= Sydney Deamer =

Australian journalist

Sydney Harold Deamer (1 December 1891 – 30 October 1962) was a newspaper journalist, an editor and soldier.

Sydney Deamer, the son of Adrian Milford and Rhoda (née Milford) Deamer, was born on 1 December 1891 at Avondale Square, Old Kent Road, London. In 1912, he emigrated to Australia and, in 1914, enlisted in the Australian Imperial Forces in Western Australia initially serving with the 2nd Australian Stationary Hospital, Australian Army Medical Corps as a private and NCO at Gallipoli, and later, in 1916, in the Quartermaster General's branch in Egypt. He returned to England in August 1916 and was attached to Headquarters, and for a time, with the Warchest Club—a residential and recreational club for troops on leave in London. In October 1917, he was sent to officer cadet training in Reading, and in January 1918, he commenced basic pilot training at Shawbury, graduating in May. On completion of this training, he was commissioned as a pilot officer and second lieutenant. On 30 September 1918, whilst flying over German lines, he was shot in the leg by machine gun fire from the ground and was invalided back to England. In early 1919, he returned to Australia "at his own expense" and resigned his commission.

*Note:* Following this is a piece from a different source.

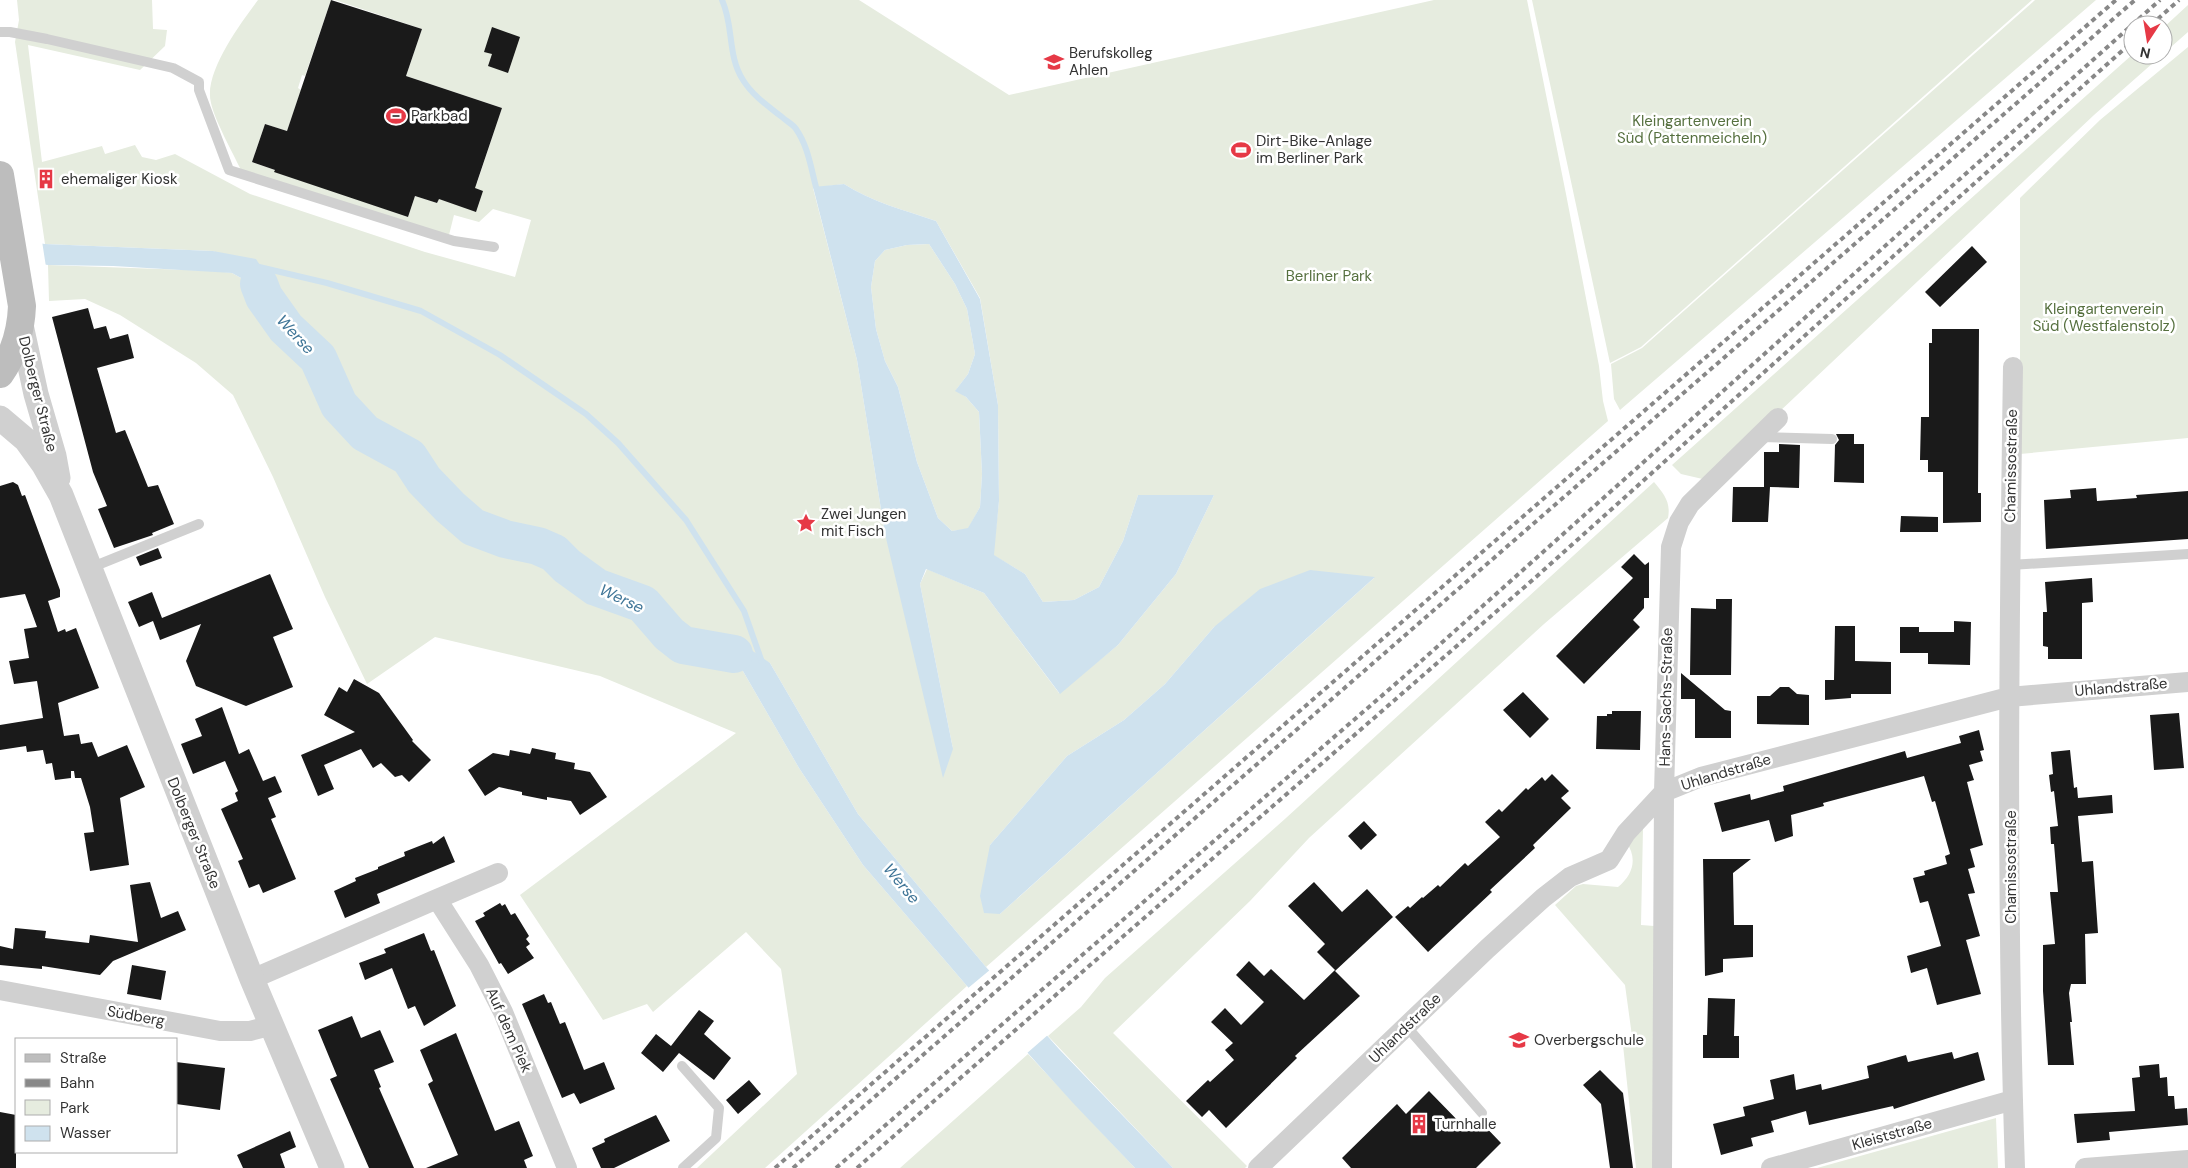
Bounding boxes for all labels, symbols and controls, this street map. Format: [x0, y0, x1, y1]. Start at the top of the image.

Deamer had a distinguished career in civilian life as a journalist in England and Australia and as a newspaper editor for the Sydney Daily Telegraph under the new proprietor Sir Frank Packer between 1936 and 1939. In 1939, Deamer joined the Australian Broadcasting Commission in a public relations role. For fourteen years, Deamer wrote the much-loved Column Eight daily feature in the Sydney Morning Herald. Sydney Harold Deamer died in the district of Brentford in Middlesex, England on 30 October 1962.

His wife, Martha ("Dolly") Clara (née Jones), predeceased him by a year. Martha died in Sydney on 30 March 1961. He was survived by two sons: Tom Perry Deamer, a documentary film producer and principal of the alternative education ERA School in Melbourne; and Adrian Milford Deamer, an early editor of The Australian, and subsequently became legal advisor to the Sydney Morning Herald.